BERNA - I comitati impegnati sui due oggetti in votazione il 27 settembre hanno dichiarato budget complessivi per quasi 8 milioni di franchi. Circa la metà della somma è destinata alla campagna dei sostenitori dell'iniziativa sulla neutralità, secondo i dati pubblicati venerdì dal Controllo federale delle finanze (EFK).

Per l'iniziativa sulla neutralità, il fronte favorevole ha dichiarato 3,84 milioni di franchi, contro 1,67 milioni messi a disposizione dalle oppositrici e dagli oppositori. Oltre due milioni della campagna per il sì provengono da Christoph Blocher, mentre Pro Schweiz contribuisce con 1,3 milioni e la SVP con 50'000 franchi.

Sul fronte contrario, il contributo più consistente è quello della federazione economica Economiesuisse, che mette a disposizione 1,2 milioni di franchi. A questi si aggiungono 367'000 franchi della SP e 100'000 franchi di Operation Libero.

Per quanto riguarda l'iniziativa sull'alimentazione, secondo l'EFK gli oppositori hanno stanziato un budget di 1,63 milioni di franchi. La campagna per il no è sostenuta soprattutto dalle associazioni dell'industria della carne e del latte, oltre che da Gallosuisse e dall'Unione svizzera dei contadini (SBV). L'associazione "Acqua pulita per tutti", promotrice dell'iniziativa popolare, ha invece dichiarato un budget di 720'000 franchi.

Spese record per l'iniziativa "No a una svizzera da 10 milioni"
Le somme dichiarate per la votazione di settembre sono nettamente inferiori a quelle impiegate per l'iniziativa "No a una Svizzera da 10 milioni ("Iniziativa per la sostenibilità") sottoposta al voto in giugno. Per l'iniziativa popolare, molto discussa e infine respinta, erano stati dichiarati complessivamente 16,27 milioni di franchi, come comunicato venerdì dall'EFK.
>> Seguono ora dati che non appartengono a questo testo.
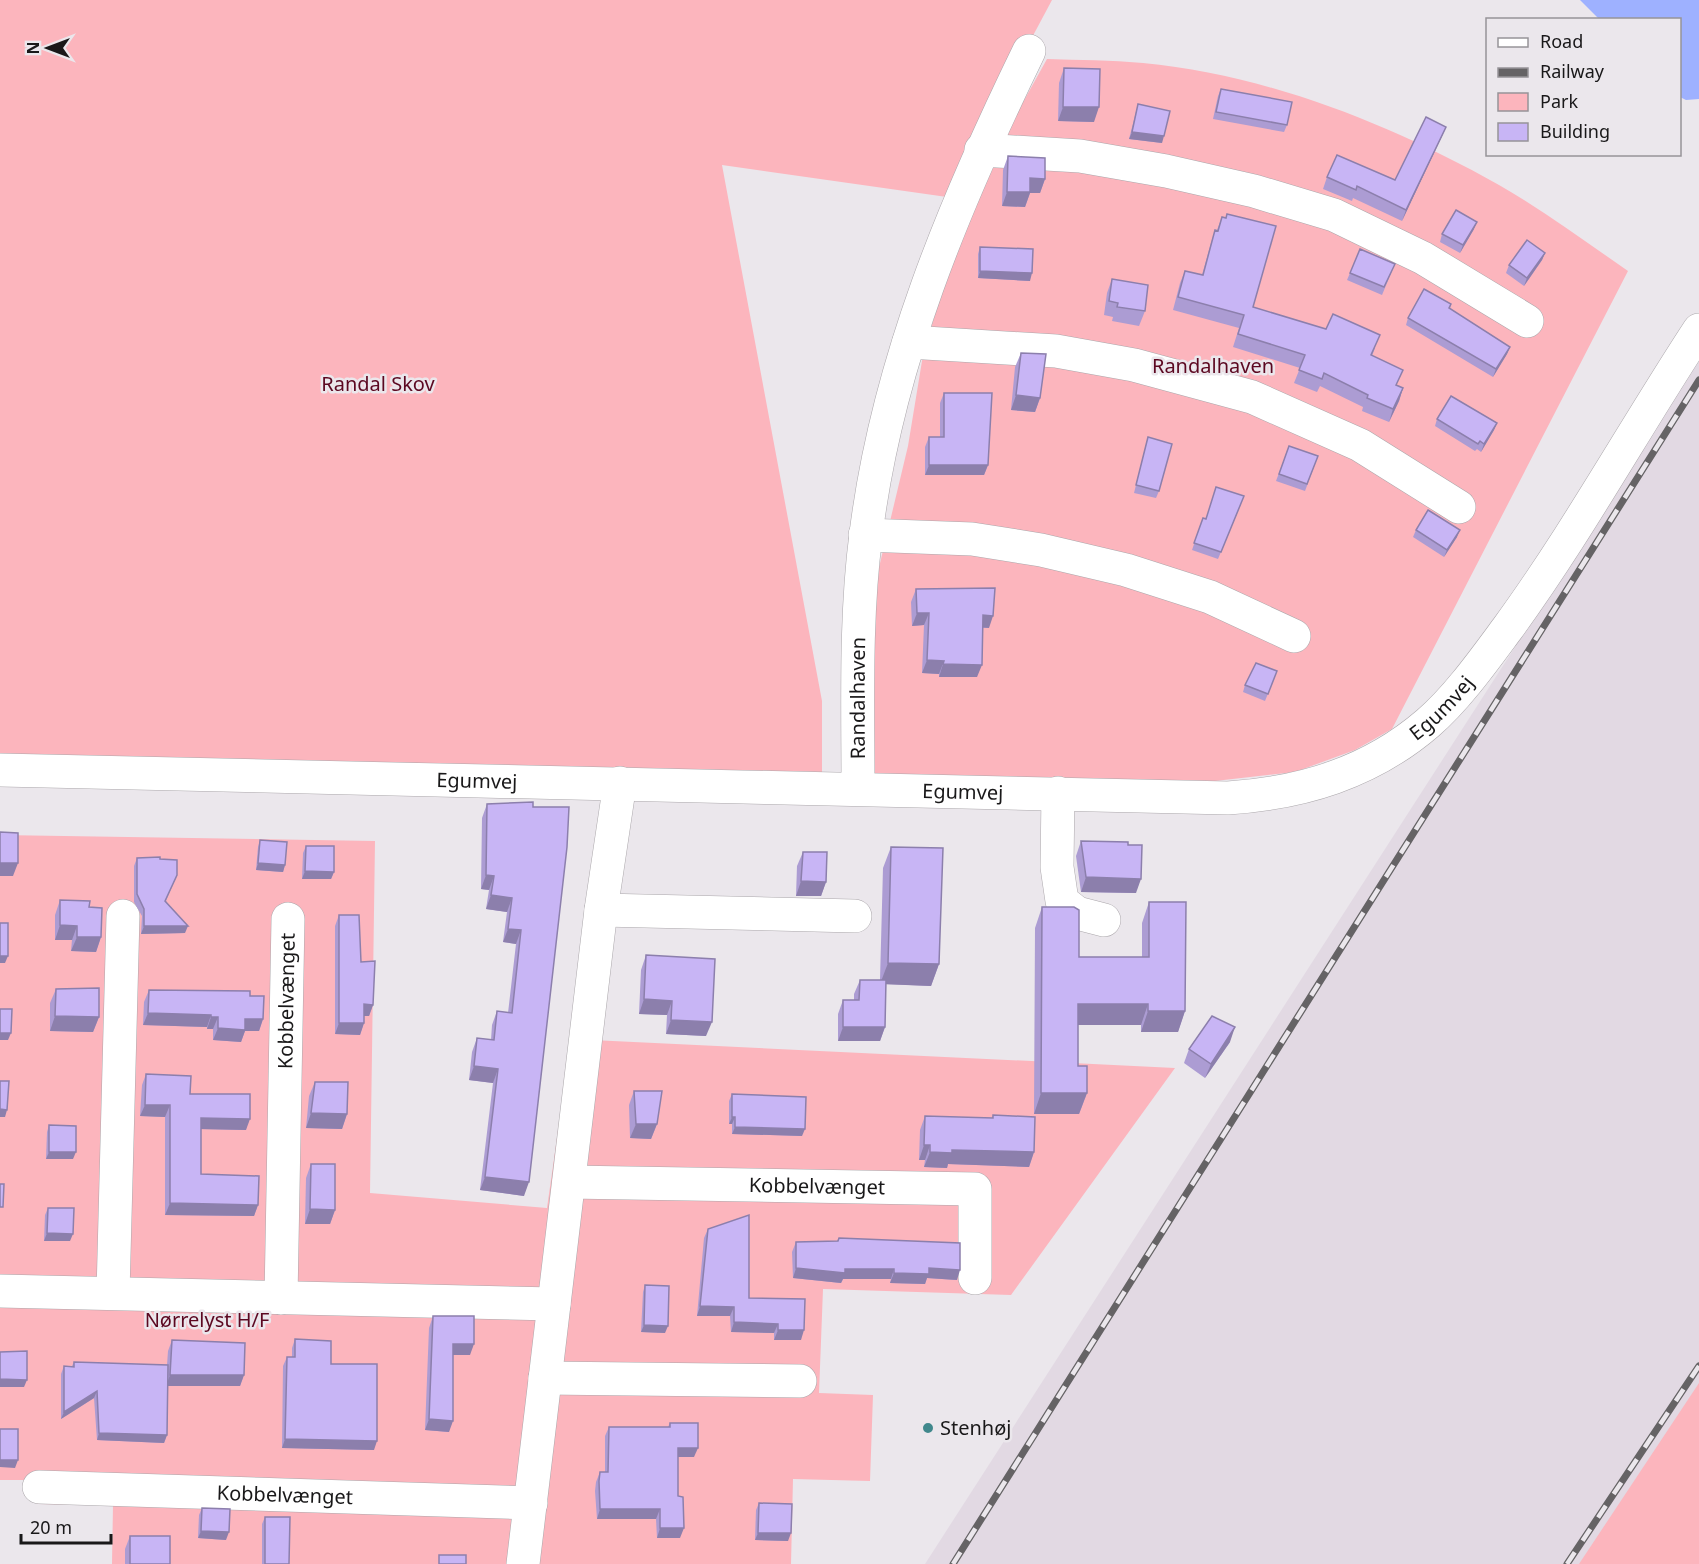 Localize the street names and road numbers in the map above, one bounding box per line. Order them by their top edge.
street label: Randalhaven [844,637,871,759]
street label: Egumvej [1403,670,1480,746]
street label: Egumvej [436,766,518,795]
street label: Egumvej [922,777,1004,806]
street label: Kobbelvænget [271,933,301,1069]
street label: Kobbelvænget [749,1171,885,1200]
street label: Kobbelvænget [216,1479,353,1510]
In quell'occasione, le oppositrici e gli oppositori investirono 9,61 milioni di franchi nella propria campagna, mentre i sostenitori destinarono 6,65 milioni alla promozione del sì. Si è trattato di un record dall'introduzione dell'obbligo di dichiarazione.

In base alle regole sulla trasparenza, chi conduce una campagna di voto spendendo più di 50'000 franchi deve dichiararne il finanziamento. Devono inoltre essere indicati i donatori che versano contributi a partire da 15'000 franchi.